:: Items from a data source ::
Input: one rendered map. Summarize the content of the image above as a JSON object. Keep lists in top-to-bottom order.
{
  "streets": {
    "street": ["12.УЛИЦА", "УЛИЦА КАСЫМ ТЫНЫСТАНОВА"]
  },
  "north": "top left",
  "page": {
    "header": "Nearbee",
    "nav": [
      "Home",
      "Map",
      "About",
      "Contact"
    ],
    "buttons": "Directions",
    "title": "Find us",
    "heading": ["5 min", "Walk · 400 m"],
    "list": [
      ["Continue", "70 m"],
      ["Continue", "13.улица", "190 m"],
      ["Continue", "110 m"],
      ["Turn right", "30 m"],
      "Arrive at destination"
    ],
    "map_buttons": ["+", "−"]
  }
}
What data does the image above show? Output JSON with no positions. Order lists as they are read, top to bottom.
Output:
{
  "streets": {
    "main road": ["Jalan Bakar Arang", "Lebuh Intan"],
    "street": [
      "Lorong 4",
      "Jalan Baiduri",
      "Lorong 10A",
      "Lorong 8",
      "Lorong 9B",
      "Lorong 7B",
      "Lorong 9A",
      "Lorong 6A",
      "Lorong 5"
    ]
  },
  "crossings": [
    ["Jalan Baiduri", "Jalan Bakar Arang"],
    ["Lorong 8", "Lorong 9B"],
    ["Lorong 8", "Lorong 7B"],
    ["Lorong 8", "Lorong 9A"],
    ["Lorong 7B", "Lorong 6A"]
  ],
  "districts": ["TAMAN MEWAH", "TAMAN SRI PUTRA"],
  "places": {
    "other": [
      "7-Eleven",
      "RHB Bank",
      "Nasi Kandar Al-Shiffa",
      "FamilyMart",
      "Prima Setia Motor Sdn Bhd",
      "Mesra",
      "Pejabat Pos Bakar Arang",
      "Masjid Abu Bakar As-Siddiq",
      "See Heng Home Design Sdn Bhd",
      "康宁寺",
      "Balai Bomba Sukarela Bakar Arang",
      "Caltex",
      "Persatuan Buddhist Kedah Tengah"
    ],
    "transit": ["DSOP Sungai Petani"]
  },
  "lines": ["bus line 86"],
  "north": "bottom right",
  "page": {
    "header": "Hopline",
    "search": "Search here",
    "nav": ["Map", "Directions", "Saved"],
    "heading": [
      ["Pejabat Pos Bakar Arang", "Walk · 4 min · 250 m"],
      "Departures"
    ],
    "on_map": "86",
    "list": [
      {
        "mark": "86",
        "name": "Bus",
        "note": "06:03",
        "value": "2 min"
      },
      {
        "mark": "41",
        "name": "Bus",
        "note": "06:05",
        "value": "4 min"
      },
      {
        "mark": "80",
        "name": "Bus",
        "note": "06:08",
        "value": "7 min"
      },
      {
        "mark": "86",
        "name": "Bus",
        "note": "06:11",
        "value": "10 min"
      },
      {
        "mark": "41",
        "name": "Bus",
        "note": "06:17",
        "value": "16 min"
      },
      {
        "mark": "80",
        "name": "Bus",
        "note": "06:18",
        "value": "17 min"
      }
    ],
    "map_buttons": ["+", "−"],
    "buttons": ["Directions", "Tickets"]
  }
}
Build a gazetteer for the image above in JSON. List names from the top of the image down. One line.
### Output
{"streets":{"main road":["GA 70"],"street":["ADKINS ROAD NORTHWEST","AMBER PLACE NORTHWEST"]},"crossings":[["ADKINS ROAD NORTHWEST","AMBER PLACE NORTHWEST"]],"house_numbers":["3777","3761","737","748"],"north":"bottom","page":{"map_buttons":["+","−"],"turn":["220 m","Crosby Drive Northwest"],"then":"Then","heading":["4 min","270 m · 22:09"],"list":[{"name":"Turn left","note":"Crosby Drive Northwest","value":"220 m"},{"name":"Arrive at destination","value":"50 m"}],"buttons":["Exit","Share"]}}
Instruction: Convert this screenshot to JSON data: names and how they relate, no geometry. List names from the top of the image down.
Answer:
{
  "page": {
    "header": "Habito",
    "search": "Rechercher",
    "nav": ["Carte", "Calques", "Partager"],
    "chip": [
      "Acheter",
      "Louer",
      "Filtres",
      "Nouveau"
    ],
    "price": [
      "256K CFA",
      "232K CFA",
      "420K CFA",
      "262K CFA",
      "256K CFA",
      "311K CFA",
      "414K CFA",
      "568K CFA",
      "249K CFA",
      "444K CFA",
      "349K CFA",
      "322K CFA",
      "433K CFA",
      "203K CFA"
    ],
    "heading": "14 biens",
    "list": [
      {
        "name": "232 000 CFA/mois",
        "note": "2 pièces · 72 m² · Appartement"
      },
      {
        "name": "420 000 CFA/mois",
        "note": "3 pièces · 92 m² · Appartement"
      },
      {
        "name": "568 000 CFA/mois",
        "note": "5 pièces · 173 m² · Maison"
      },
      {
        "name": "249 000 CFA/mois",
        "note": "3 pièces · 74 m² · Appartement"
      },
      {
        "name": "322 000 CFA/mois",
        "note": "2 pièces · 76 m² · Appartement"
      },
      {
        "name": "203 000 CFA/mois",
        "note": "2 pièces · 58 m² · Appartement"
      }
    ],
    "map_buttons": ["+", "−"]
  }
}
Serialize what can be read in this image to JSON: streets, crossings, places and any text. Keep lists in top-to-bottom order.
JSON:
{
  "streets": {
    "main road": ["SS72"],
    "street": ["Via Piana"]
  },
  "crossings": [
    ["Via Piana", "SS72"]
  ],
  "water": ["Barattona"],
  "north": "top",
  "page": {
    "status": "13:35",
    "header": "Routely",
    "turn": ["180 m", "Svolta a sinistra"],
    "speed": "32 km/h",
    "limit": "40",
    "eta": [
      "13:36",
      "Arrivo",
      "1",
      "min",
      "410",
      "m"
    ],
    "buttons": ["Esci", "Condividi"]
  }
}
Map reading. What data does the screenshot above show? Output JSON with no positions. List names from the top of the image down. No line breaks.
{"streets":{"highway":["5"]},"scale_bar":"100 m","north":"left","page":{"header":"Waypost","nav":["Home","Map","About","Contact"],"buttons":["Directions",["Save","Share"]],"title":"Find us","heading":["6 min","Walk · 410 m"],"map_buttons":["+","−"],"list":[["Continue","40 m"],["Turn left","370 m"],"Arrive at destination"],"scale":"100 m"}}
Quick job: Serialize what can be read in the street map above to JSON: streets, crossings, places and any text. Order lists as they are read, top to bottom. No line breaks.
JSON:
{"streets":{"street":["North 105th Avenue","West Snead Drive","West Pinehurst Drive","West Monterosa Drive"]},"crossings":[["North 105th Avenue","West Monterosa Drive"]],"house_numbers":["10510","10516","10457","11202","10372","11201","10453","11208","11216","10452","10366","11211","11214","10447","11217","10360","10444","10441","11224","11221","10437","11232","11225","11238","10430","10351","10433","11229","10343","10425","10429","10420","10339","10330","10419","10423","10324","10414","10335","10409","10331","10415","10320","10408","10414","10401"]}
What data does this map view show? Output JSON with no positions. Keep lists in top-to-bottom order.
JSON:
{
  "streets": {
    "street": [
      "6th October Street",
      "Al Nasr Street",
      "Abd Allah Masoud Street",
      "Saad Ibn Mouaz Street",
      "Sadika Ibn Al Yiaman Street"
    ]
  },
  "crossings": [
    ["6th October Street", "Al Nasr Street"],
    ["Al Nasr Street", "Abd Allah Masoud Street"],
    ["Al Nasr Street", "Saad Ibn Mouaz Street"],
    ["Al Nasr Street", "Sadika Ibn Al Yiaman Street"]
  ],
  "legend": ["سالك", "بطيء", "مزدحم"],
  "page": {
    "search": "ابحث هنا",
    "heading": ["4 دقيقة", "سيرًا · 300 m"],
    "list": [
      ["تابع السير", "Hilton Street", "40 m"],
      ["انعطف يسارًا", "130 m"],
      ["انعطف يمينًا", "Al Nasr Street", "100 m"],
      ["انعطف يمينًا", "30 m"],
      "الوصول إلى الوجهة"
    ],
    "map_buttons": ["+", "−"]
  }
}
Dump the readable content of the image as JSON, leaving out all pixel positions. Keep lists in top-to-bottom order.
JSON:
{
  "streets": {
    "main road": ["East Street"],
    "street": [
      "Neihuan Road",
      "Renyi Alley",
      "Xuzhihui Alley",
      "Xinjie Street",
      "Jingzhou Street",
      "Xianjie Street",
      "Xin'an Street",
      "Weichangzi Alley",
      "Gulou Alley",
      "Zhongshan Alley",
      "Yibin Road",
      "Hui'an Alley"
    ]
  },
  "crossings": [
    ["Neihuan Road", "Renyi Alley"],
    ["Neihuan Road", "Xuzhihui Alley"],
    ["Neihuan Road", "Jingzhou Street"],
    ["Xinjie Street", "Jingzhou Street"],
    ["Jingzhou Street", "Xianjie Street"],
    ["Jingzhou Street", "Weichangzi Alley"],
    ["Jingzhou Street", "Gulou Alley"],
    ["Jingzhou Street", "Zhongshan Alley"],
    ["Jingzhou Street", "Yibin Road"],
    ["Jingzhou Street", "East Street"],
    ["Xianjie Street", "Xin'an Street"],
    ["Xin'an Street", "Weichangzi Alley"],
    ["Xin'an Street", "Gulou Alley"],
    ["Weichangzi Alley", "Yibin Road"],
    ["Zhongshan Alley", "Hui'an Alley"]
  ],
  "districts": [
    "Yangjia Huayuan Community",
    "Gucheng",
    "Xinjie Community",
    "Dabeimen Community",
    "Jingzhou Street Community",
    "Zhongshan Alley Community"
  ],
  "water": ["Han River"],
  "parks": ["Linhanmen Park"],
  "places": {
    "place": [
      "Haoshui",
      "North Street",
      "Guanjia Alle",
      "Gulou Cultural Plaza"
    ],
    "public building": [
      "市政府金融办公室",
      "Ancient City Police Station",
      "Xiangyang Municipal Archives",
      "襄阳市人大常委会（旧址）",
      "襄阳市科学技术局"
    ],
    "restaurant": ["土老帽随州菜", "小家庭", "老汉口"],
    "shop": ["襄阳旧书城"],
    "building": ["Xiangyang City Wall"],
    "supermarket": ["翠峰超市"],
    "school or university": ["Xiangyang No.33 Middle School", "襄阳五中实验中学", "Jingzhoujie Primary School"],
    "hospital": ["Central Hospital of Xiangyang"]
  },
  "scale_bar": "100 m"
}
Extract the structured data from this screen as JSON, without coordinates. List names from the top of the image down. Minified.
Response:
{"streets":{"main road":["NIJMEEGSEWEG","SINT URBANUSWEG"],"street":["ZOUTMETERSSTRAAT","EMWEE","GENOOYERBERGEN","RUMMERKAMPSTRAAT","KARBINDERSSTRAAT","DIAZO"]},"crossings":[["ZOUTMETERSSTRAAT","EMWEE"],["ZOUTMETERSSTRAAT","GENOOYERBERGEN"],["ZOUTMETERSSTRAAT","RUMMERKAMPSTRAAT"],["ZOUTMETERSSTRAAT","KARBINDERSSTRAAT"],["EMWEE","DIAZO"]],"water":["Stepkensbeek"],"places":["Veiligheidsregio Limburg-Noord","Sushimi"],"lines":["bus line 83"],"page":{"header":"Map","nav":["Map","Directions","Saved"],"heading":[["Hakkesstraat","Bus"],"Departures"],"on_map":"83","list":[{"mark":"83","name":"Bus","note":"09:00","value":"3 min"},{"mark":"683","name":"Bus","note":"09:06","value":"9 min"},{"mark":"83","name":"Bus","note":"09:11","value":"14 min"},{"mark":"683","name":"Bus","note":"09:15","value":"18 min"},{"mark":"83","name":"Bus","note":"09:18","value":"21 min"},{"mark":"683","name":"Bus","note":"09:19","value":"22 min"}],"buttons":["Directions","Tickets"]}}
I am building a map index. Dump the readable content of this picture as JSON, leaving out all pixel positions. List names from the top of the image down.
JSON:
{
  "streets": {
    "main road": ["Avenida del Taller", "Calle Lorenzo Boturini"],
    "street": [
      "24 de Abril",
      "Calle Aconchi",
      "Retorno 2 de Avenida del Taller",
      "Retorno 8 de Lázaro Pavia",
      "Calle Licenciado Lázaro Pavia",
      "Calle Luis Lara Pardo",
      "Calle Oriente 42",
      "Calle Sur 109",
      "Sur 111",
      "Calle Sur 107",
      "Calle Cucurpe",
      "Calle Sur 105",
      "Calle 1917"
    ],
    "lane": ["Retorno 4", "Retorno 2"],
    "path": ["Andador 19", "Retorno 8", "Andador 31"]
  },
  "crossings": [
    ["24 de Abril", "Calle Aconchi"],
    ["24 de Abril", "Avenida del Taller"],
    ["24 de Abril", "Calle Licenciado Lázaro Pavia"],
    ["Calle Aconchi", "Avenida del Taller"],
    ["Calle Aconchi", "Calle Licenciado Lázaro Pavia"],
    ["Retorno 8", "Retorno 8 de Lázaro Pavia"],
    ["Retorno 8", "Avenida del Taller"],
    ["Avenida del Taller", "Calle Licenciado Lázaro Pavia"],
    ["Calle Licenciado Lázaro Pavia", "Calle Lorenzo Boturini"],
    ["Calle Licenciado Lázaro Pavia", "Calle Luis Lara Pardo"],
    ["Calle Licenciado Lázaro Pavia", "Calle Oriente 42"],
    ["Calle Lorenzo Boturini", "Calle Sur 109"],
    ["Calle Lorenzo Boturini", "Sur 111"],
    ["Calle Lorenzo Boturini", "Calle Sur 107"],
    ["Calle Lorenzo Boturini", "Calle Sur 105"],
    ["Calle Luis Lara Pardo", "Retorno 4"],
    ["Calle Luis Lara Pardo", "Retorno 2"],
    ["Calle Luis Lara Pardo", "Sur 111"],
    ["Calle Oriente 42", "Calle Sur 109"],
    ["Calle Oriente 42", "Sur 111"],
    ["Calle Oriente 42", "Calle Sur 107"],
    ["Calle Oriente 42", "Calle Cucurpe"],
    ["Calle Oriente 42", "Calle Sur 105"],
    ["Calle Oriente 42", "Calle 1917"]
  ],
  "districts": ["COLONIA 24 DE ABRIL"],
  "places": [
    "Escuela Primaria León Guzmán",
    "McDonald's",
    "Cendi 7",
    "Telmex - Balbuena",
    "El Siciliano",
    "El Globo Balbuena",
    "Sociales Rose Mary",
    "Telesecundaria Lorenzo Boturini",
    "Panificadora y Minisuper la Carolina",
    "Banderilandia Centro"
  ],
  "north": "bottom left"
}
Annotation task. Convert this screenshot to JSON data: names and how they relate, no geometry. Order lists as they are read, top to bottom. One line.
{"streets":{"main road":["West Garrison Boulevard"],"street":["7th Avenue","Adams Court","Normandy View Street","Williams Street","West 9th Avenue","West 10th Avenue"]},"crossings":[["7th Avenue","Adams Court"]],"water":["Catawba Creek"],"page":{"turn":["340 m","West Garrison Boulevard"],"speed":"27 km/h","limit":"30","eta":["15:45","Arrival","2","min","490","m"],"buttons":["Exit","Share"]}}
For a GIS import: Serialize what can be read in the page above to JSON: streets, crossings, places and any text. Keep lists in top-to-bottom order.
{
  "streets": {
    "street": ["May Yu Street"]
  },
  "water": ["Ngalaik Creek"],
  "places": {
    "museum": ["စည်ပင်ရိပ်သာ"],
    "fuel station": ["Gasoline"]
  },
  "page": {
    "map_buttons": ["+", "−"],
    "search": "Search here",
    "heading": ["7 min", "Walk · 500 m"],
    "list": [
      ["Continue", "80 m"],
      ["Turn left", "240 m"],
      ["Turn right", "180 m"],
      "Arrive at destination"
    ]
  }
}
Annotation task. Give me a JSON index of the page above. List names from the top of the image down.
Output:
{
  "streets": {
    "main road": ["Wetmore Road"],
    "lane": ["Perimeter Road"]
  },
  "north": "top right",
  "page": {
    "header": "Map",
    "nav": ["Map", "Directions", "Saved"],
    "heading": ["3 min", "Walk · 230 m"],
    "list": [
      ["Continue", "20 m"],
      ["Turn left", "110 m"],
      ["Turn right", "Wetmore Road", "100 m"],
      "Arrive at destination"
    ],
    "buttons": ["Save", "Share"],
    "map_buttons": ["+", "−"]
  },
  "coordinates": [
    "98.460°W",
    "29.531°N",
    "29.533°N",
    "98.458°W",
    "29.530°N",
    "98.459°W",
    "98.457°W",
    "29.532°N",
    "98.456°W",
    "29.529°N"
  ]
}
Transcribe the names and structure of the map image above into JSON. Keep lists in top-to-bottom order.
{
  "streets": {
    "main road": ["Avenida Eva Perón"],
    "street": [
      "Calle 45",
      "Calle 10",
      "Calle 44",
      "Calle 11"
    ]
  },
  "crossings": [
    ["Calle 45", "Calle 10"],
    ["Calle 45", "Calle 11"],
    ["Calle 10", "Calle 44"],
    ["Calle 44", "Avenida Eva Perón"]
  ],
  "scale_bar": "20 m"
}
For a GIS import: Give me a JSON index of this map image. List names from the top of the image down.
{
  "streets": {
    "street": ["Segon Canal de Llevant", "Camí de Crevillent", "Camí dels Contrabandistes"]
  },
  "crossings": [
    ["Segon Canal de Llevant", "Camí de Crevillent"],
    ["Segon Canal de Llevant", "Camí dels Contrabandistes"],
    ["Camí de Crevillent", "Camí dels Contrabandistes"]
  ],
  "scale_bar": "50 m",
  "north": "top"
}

:: WHAT YOU HAVE TO DO ::
Copy exactly the lines above, from the one containing "For a GIS import: Give" through the very last line.

:: ANSWER TO THE PROBLEM ::
For a GIS import: Give me a JSON index of this map image. List names from the top of the image down.
{
  "streets": {
    "street": ["Segon Canal de Llevant", "Camí de Crevillent", "Camí dels Contrabandistes"]
  },
  "crossings": [
    ["Segon Canal de Llevant", "Camí de Crevillent"],
    ["Segon Canal de Llevant", "Camí dels Contrabandistes"],
    ["Camí de Crevillent", "Camí dels Contrabandistes"]
  ],
  "scale_bar": "50 m",
  "north": "top"
}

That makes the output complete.